The film gives each of its lead actresses revealing close-ups, often in unusual fashion. Though Pietrangeli’s films sometimes use the kinds of cut-ins typical for registering characters’ thoughts and reactions, the filmmaker also often achieves full looks at his leads’ faces by directing them to walk towards and away from the camera within wider shots, as though they were playing emotional hide-and-seek. This choice yields particular pathos in the case of Signoret, a beautifully guarded, then nearly forty-year-old actress who starred in Adua and Her Friends soon after winning an Oscar for her role as a doomed woman having an adulterous affair with a ruthless young businessman in the British social drama Room at the Top (1959).

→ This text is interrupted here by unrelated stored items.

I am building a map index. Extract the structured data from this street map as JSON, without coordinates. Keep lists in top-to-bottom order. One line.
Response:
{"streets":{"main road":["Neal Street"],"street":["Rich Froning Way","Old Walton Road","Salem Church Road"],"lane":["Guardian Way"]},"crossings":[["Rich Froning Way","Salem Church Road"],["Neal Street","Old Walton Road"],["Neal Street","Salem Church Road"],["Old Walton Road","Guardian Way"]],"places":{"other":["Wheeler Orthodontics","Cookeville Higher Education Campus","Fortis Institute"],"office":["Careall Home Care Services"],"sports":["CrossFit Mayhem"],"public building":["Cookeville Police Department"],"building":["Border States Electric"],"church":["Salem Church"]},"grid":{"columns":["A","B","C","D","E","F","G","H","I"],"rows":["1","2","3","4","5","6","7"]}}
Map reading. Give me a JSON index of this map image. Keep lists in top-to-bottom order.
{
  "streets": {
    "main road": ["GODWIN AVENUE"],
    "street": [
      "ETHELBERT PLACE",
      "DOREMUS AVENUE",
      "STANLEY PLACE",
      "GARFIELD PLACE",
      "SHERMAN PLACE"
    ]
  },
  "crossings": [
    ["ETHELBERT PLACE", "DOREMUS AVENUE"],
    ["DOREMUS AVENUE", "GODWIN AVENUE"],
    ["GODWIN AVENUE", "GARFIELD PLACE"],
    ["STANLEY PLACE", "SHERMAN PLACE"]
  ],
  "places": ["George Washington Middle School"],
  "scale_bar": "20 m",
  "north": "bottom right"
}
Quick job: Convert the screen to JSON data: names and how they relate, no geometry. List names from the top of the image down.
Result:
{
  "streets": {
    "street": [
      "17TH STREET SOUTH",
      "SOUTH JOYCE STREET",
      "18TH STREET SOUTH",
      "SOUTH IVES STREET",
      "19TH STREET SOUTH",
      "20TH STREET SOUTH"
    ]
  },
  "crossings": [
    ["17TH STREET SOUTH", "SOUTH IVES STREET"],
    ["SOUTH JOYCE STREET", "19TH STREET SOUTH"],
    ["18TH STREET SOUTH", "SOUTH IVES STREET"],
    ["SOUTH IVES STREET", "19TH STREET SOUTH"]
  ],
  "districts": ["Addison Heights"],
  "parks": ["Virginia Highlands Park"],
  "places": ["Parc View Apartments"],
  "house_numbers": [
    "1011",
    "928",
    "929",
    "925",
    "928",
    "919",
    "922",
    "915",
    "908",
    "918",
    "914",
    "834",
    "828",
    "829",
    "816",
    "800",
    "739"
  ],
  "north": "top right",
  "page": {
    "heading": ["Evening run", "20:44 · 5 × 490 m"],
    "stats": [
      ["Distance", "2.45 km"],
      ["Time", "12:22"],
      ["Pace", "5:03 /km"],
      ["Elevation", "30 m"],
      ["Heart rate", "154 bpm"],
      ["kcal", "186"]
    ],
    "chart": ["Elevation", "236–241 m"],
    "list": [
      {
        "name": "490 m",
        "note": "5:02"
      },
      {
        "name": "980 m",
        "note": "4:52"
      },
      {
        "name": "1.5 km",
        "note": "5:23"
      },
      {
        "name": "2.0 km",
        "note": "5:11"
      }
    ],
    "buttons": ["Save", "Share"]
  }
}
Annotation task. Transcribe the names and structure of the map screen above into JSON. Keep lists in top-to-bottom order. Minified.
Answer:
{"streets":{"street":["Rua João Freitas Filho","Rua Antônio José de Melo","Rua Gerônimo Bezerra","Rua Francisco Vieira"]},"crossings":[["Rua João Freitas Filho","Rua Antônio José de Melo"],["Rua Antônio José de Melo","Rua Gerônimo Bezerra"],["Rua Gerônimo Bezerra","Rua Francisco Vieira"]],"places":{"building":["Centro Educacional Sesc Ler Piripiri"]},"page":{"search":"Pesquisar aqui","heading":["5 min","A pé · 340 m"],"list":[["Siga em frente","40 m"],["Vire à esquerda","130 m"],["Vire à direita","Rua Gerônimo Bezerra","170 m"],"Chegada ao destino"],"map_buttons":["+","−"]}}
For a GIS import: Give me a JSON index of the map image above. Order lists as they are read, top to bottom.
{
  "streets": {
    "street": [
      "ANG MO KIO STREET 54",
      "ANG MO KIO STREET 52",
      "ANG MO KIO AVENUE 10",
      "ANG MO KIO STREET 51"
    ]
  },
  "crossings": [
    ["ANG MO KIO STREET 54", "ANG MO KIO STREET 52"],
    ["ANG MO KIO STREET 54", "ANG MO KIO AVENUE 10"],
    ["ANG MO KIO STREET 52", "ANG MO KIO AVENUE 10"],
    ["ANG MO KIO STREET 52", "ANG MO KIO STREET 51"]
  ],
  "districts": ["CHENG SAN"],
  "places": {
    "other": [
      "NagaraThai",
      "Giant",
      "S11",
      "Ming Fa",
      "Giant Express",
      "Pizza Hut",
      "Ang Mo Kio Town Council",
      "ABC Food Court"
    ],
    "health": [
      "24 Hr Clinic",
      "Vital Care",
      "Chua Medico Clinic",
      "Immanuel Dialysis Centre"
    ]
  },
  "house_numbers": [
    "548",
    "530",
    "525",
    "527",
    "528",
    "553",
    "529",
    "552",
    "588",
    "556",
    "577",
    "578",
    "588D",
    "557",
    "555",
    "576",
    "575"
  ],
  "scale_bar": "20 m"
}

Adua faces her own drama beyond the restaurant in encounters with the used car salesman Piero (a flamboyant Marcello Mastroianni in the same year as La Dolce Vita), an impish two-timer who nonetheless inspires her to let down her guard and give herself freely to his attentions. Throughout the film, Signoret suggests Adua’s motives for doing so with hooded eyes, a small, thin smile, and occasional understated shrugs. One powerful potential reason is summed up in a simple moment: An aging streetwalker passes Adua one night while she stands outside Piero’s apartment, and she tells herself firmly, “I won’t be like that.”
In Pietrangeli’s films, the most reliable support networks that people have often lie within themselves. The main characters of his overt comedies (three of which starred the wondrously doe-eyed Alberto Sordi) feed themselves through dreaming. In his darker dramas (such as 1965’s outstanding I Knew Her Well), even measures as stark as suicide register as proof of strength of character, particularly when the surrounding world seems to offer no better choice.
Adua and Her Friends, a mixture, shows its central women leaning upon each other for help before eventually splitting apart. As the author Bruno Di Marino notes in an essay accompanying the new RaroVideo release, nearly every adult male in the film proves to be unreliable for them. (The lone exception is an asexual neighboring monk who periodically checks on the womens’ souls and occasionally helps out in the kitchen.) The heroines’ greatest pleasures do not come from romantic relationships, but rather from the contentment of doing their work well under stable conditions, and always with the choice to refuse it.
This is perhaps why Adua ultimately opts to defy Ercoli, who comes to collect more money than they have. She loudly exposes him in front of her dining patrons as a pimp, after which he calls the police, who keep the peace by arresting the women while leaving him free. The four eventually fight back by returning to the building after they are released and laughing as they joyously break nearly everything in it. “One evening we had eighty people eating,” Adua comments ruefully at the end of a night full of broken chairs and china. “It was hard work, but it was very satisfying.”
Adua and Her Friends thus follows a trajectory—from the closing of one business to the shuttering of another. This repetition is stressed through difference, with the group’s last night in the restaurant abruptly followed by a final scene of Adua appearing unlike she has before—alone at night on a rain-soaked street back in Rome. While younger women around her procure male clients, she insists in a fractured voice that she won’t end up like them. She has been left to fend for herself as the law would have it, and her friends are suddenly nowhere in sight.
Aaron Cutler keeps a film criticism website, The Moviegoer.